INSTRUCTIONS TO FOLLOW:
Of the entries below, restate word for word only the section that runs from the line with "<h2>Choose a ride</h2>" to the line with "min · 09:39</p></div><em>€2.60</em></li>", counting both ends.

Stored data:
-----

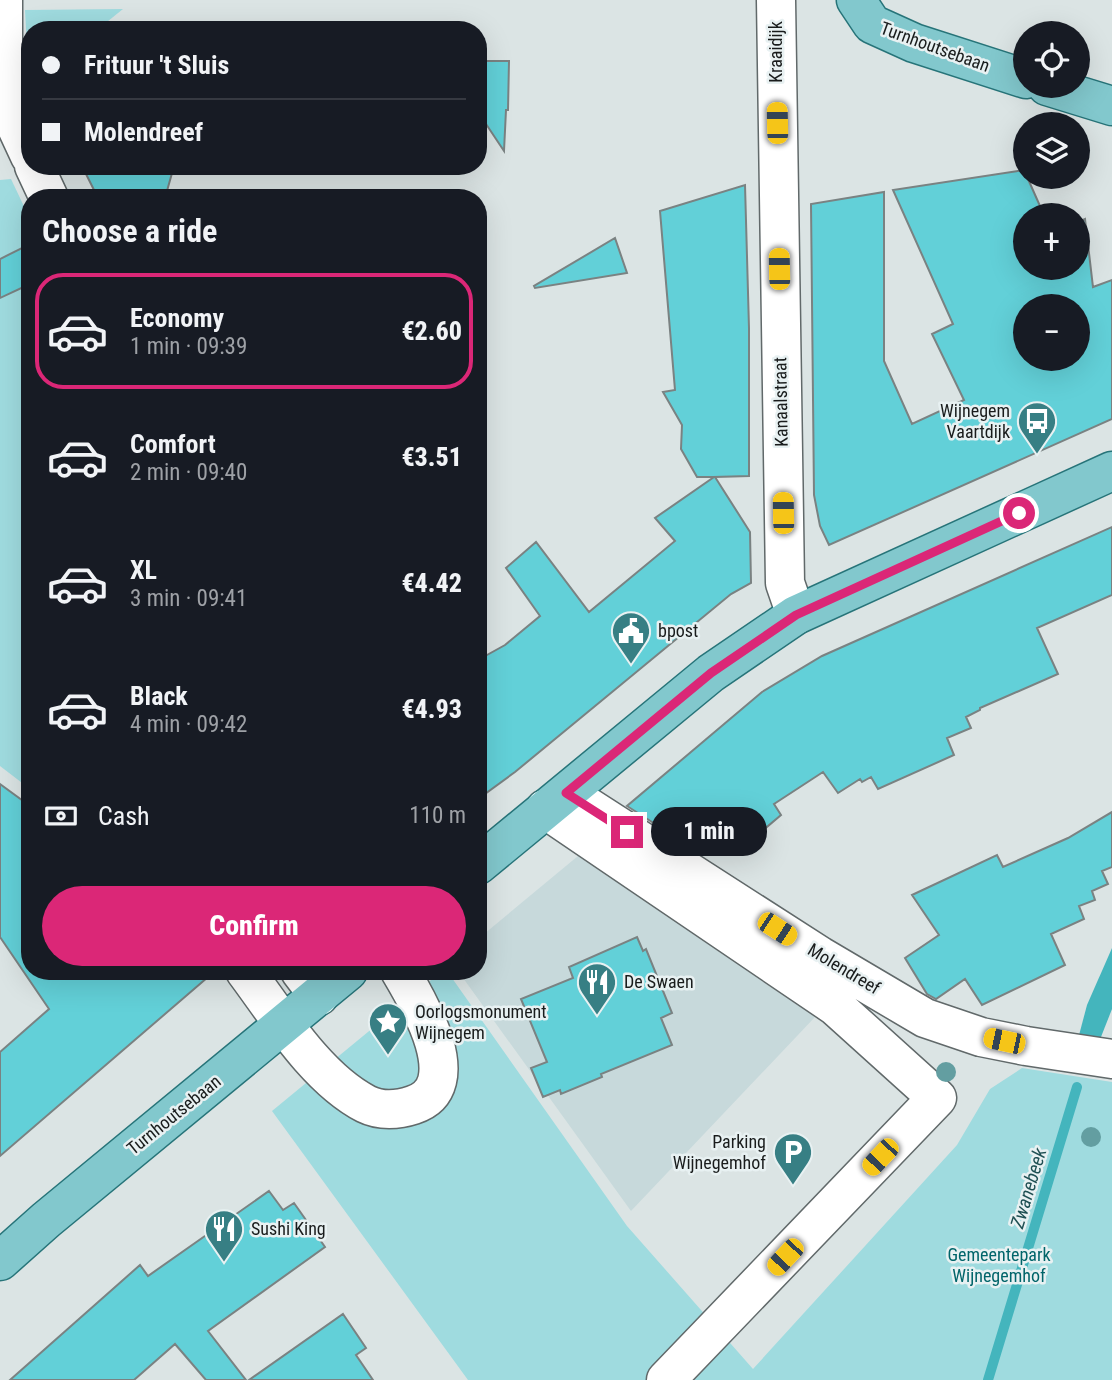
<!DOCTYPE html>
<meta charset="utf-8">
<style>
body{margin:0;font-family:"Roboto Condensed",sans-serif;background:#242831;color:#f1f3f6;height:100vh;display:flex;flex-direction:column;font-size:26px;white-space:nowrap}
*{box-sizing:border-box;margin:0}
p{font-size:23px;color:#9ea1a6}
.icon{flex:none;width:38px;height:38px;fill:none;stroke:currentColor;stroke-width:2;stroke-linecap:round;stroke-linejoin:round}
.map{position:relative;flex:1;overflow:hidden}
.sheet{position:absolute;left:21px;top:189px;width:466px;height:791px;display:flex;flex-direction:column;background:#171b24;border-radius:28px;box-shadow:0 7px 28px #0002}
.sheet>*{flex:none}
.banner{position:absolute;left:21px;top:21px;width:466px;height:154px;border-radius:28px;box-shadow:0 7px 28px #0002;display:grid;align-content:center;height:154px;padding:0 21px;background:#171b24}
.buttons{position:absolute;left:1013px;top:21px;display:grid;gap:14px}
.buttons a{display:grid;place-items:center;width:77px;height:77px;border-radius:50%;background:#171b24;box-shadow:0 7px 28px #0002;font-size:35px}
.end{position:absolute;width:32px;height:32px;margin:-16px;border:9px solid #db2777;background:#fff;box-shadow:0 0 0 4px #fff}
.from{border-radius:50%}
.bubble{position:absolute;height:49px;border-radius:24px;background:#171b24;box-shadow:0 7px 28px #0002;font-size:23px;font-weight:800;line-height:49px;text-align:center}
.car{position:absolute;width:21px;height:42px;margin:-21px -10px;border-radius:9px;box-shadow:0 0 5px 2px #0007;background:linear-gradient(#f5c518 24%,#345 0 40%,#f5c518 0 76%,#345 0 86%,#f5c518 0)}
.banner b{display:flex;align-items:center;gap:24px;height:66px;font-size:26px}
.banner b+b{border-top:2px solid #363941}
.banner i{width:18px;height:18px;background:#f1f3f6}
ul{padding:0;list-style:none}
li{display:flex;align-items:center;gap:21px;height:116px;margin:0 14px 10px;padding:0 7px;border:4px solid transparent;border-radius:28px}
li div{flex:1}
li b{display:block;font-size:26px}
li em{font-style:normal;font-weight:800}
li.selected{border-color:#db2777}
li>.icon{width:63px;height:63px;stroke-width:1.5}
h2{padding:0 21px;font-size:32px;line-height:84px}
.pay{display:flex;align-items:center;gap:18px;height:77px;padding:0 21px;font-size:26px}
.pay p{margin-inline-start:auto}
.button{display:flex;gap:14px;margin-top:auto;padding:14px 21px}
.button a{flex:1;height:80px;border-radius:42px;background:#db2777;color:#fff;font-size:28px;font-weight:800;line-height:80px;text-align:center}
.map>svg:first-child{display:block}
.built{fill:#c7d9db}
.green{fill:#9fdbdf}
.water{fill:#44b5bd}
.lines{fill:none;stroke-linecap:round;stroke-linejoin:round}
.stream{stroke:#44b5bd;stroke-width:10}
.building{fill:#62d0d8;stroke:#7a8282;stroke-width:2;fill-rule:evenodd}
.minor-casing{stroke:#61696a;stroke-width:41}
.major-casing{stroke:#277479;stroke-width:41}
.minor{stroke:#fff;stroke-width:38}
.major{stroke:#82c8cd;stroke-width:38}
.tree{fill:#639ea1}
.route{stroke:#db2777;stroke-width:9}
.labels{text-anchor:middle;stroke-width:5;stroke-linejoin:round;paint-order:stroke}
.street-label{font-size:18px;fill:#191c1c;stroke:#e8f1f2}
.poi-label{font-size:18px;fill:#191c1c;stroke:#e8f1f2;text-anchor:start}
.park-label{font-size:18px;fill:#00656a;stroke:#e8f1f2}
.water-label{font-size:19px;font-style:italic;fill:#1f5053;stroke:#e8f1f2}
</style>
<div class="map">
<svg width="1112" height="1380" viewBox="0 0 1112 1380">
<rect width="100%" height="100%" fill="#dbe4e4"/>
<path class="built" d="M578,856l237,161 -184,194 -173,-240h20v-32z"/>
<path class="green" d="M123,9l-26,21h-67l-1,53 -4,-73z
M11,179l19,40v570l-30,-23v-586z
M442,971h5l180,255 126,143 204,-224 33,-56 32,-21 90,14v298h-644l-196,-269z"/>
<path class="water" d="M1112,948v61l-13,33 -21,-3 9,-34z"/>
<g class="lines">
<path class="stream" d="M988,1380l89,-293"/>
</g>
<path class="building" d="M478,61h31l-1,49h-2l-2,41 -26,-39z
M82,166h92l-9,32h-67z
M1024,170l20,45h-18v53h52v-46l7,-3 8,68 19,-7v139l-283,126 -9,-19 -6,-31 -3,-291 73,-12v169l28,63 52,-24 -32,-66 21,-10 -60,-134zM1026,306h52v53h-52z
M745,185l4,143v148l-34,1 35,55 1,51 -20,11 -216,178 -37,27v-139l27,-15 35,-29 -34,-48 30,-26 53,70 86,-71 -20,-23 59,-41h-17l-16,-28 1,-24 -19,-33 12,-2 -15,-179z
M615,238l12,35 -92,15 -1,-2z
M30,244v40l-30,14v-39z
M1112,527v68l-75,33 21,46 -78,34v2l-14,7 5,11 -24,10 7,17 -76,34 -7,-12 -9,5 -2,-3 -22,14 -15,-21 -49,32 7,11 -40,34 -8,-9 -3,3 -5,-6 -2,2 -6,-6 -15,21 -75,-48 135,-114 60,-36z
M0,784l30,22v165h185l-215,185v-104l49,-43 -49,-72z
M1112,812v55l-10,4 6,13 -16,7 3,9 -16,6 5,13 -33,15 14,31 -83,40 -17,-26 -29,20 -9,-5 -22,-36 34,-23 -27,-40 85,-40 6,12 65,-29z
M637,937l6,14 3,-2 26,64 -11,5 11,27 -71,29 1,3 -41,17 -1,-4 -17,7 -12,-29 16,-6 -26,-63 52,-21 -4,-11z
M269,1191l14,19 11,-7 31,44 -117,84 38,49h-40l-31,-36 -41,36h-124l130,-115 8,11z
M343,1314l23,34 -10,7 17,25h-124z"/>
<g class="lines">
<g class="minor-casing">
<path id="minor" d="M3,0v98l27,58
M776,0l9,583 11,32
M34,166l15,32
M582,803l238,153 105,62 56,19 45,9 86,13
M545,809l290,197 102,92 -271,282
M245,971c33,44 71,107 121,133 14,7 32,6 47,1 56,-18 5,-104 -13,-134
M300,971l19,25"/>
</g>
<g class="major-casing">
<path id="major" d="M856,0l16,24 42,19 112,36
M1047,86l65,20
M478,865l233,-192 85,-58 316,-144
M0,1261l46,-41 302,-249"/>
</g>
<use href="#minor" class="minor"/>
<use href="#major" class="major"/>
</g>
<g class="tree">
<circle cx="946" cy="1072" r="10"/>
<circle cx="1091" cy="1137" r="10"/>
</g>
<g class="lines">
<path class="route" d="M627,832l-61,-39 145,-120 85,-58 223,-102"/>
</g>
<defs>
<g id="bus-pin" transform="scale(2.0125)"><path d="M0 17L-7.5 6A9.5 9.5 0 1 1 7.5 6Z" fill="#377f84" stroke="#e8f1f2"/><path d="M-5-6H5V4H4V6H2V4H-2V6H-4V4H-5ZM-3.5-4V0h7V-4ZM-3.5 1.2v1.5H-2V1.2ZM2 1.2v1.5H3.5V1.2Z" fill="#fff"/></g>
<g id="civic-pin" transform="scale(2.0125)"><path d="M0 17L-7.5 6A9.5 9.5 0 1 1 7.5 6Z" fill="#377f84" stroke="#e8f1f2"/><path d="M-.6-6.5H3V-4.5H.6V-3L4-1V1h2V6H-6V1h2V-1L-.6-3ZM-1.2 2.5V6h2.4V2.5Z" fill="#fff"/></g>
<g id="restaurant-pin" transform="scale(2.0125)"><path d="M0 17L-7.5 6A9.5 9.5 0 1 1 7.5 6Z" fill="#377f84" stroke="#e8f1f2"/><path d="M-5-6h1v4h1v-4h1v4h1v-4h1v5L-1.5 .5V6h-2V.5L-5-1ZM5-6V6H3V1.5H1.5Q1.5-4 5-6Z" fill="#fff"/></g>
<g id="sight-pin" transform="scale(2.0125)"><path d="M0 17L-7.5 6A9.5 9.5 0 1 1 7.5 6Z" fill="#377f84" stroke="#e8f1f2"/><path d="M0-6L1.8-2.2L6-1.7L2.9 1.2L3.7 5.4L0 3.3L-3.7 5.4L-2.9 1.2L-6-1.7L-1.8-2.2Z" fill="#fff"/></g>
<g id="parking-pin" transform="scale(2.0125)"><path d="M0 17L-7.5 6A9.5 9.5 0 1 1 7.5 6Z" fill="#377f84" stroke="#e8f1f2"/><path d="M-3.5-5.5H1a3.5 3.5 0 0 1 0 7H-1V5.5H-3.5ZM-1-3.4V-.6H.8a1.4 1.4 0 0 0 0-2.8Z" fill="#fff"/></g>
</defs>
<g fill-rule="evenodd">
<use href="#bus-pin" x="1037" y="421"/>
<use href="#civic-pin" x="631" y="631"/>
<use href="#restaurant-pin" x="597" y="982"/>
<use href="#sight-pin" x="388" y="1022"/>
<use href="#parking-pin" x="793" y="1152"/>
<use href="#restaurant-pin" x="224" y="1229"/>
</g>
<g class="labels">
<g class="street-label">
<text transform="translate(935 47) rotate(20)" y="6">Turnhoutsebaan</text>
<text transform="translate(776 52) rotate(-90)" y="6">Kraaidijk</text>
<text transform="translate(781 402) rotate(-91)" y="6">Kanaalstraat</text>
<text transform="translate(844 969) rotate(31)" y="6">Molendreef</text>
<text transform="translate(174 1115) rotate(-39)" y="6">Turnhoutsebaan</text>
</g>
<g class="poi-label">
<text x="1010" y="417" text-anchor="end">Wijnegem<tspan x="1010" dy="21">Vaartdijk</tspan></text>
<text x="658" y="637">bpost</text>
<text x="624" y="988">De Swaen</text>
<text x="415" y="1018">Oorlogsmonument<tspan x="415" dy="21">Wijnegem</tspan></text>
<text x="766" y="1148" text-anchor="end">Parking<tspan x="766" dy="21">Wijnegemhof</tspan></text>
<text x="251" y="1235">Sushi King</text>
</g>
<g class="park-label">
<text x="999" y="1261">Gemeentepark<tspan x="999" dy="21">Wijnegemhof</tspan></text>
</g>
<g class="water-label">
<text transform="translate(1028 1188) rotate(-73)" y="7">Zwanebeek</text>
</g>
</g>
</svg>
<div class="buttons">
<a><svg class="icon" aria-label="locate" viewBox="0 0 24 24"><circle cx="12" cy="12" r="6"/><path d="M12 2v4M12 18v4M2 12h4M18 12h4"/></svg></a>
<a><svg class="icon" aria-label="layers" viewBox="0 0 24 24"><path d="M12 4l9 5-9 5-9-5zM3 14l9 5 9-5"/></svg></a>
<a>+</a>
<a>−</a>
</div>
<i class="end from" style="left:1019px;top:513px"></i>
<i class="end" style="left:627px;top:832px"></i>
<div class="bubble" style="left:651px;top:807px;width:116px">1 min</div>
<i class="car" style="left:777px;top:123px;rotate:359deg"></i>
<i class="car" style="left:779px;top:269px;rotate:359deg"></i>
<i class="car" style="left:783px;top:513px;rotate:359deg"></i>
<i class="car" style="left:777px;top:929px;rotate:123deg"></i>
<i class="car" style="left:1004px;top:1041px;rotate:282deg"></i>
<i class="car" style="left:880px;top:1157px;rotate:223deg"></i>
<i class="car" style="left:785px;top:1257px;rotate:223deg"></i>
<div class="banner">
<b><i class="from"></i>Frituur 't Sluis</b>
<b><i></i>Molendreef</b>
</div>
<section class="sheet">
<h2>Choose a ride</h2>
<ul>
<li class="selected"><svg class="icon" aria-label="car" viewBox="0 0 24 24"><path d="M5 17H2v-5l4-1 3-4h7l3 4 3 1v5h-3M9 17h6M6 11h13"/><circle cx="7" cy="17" r="2"/><circle cx="17" cy="17" r="2"/></svg><div><b>Economy</b><p>1 min · 09:39</p></div><em>€2.60</em></li>
<li><svg class="icon" aria-label="car" viewBox="0 0 24 24"><path d="M5 17H2v-5l4-1 3-4h7l3 4 3 1v5h-3M9 17h6M6 11h13"/><circle cx="7" cy="17" r="2"/><circle cx="17" cy="17" r="2"/></svg><div><b>Comfort</b><p>2 min · 09:40</p></div><em>€3.51</em></li>
<li><svg class="icon" aria-label="car" viewBox="0 0 24 24"><path d="M5 17H2v-5l4-1 3-4h7l3 4 3 1v5h-3M9 17h6M6 11h13"/><circle cx="7" cy="17" r="2"/><circle cx="17" cy="17" r="2"/></svg><div><b>XL</b><p>3 min · 09:41</p></div><em>€4.42</em></li>
<li><svg class="icon" aria-label="car" viewBox="0 0 24 24"><path d="M5 17H2v-5l4-1 3-4h7l3 4 3 1v5h-3M9 17h6M6 11h13"/><circle cx="7" cy="17" r="2"/><circle cx="17" cy="17" r="2"/></svg><div><b>Black</b><p>4 min · 09:42</p></div><em>€4.93</em></li>
</ul>
<div class="pay"><svg class="icon" aria-label="cash" viewBox="0 0 24 24"><path d="M3 7h18v10H3z"/><circle cx="12" cy="12" r="2"/></svg>Cash<p>110 m</p></div>
<div class="button"><a>Confirm</a></div>
</section>
</div>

-----

SOLUTION TO THIS PROBLEM:
<h2>Choose a ride</h2>
<ul>
<li class="selected"><svg class="icon" aria-label="car" viewBox="0 0 24 24"><path d="M5 17H2v-5l4-1 3-4h7l3 4 3 1v5h-3M9 17h6M6 11h13"/><circle cx="7" cy="17" r="2"/><circle cx="17" cy="17" r="2"/></svg><div><b>Economy</b><p>1 min · 09:39</p></div><em>€2.60</em></li>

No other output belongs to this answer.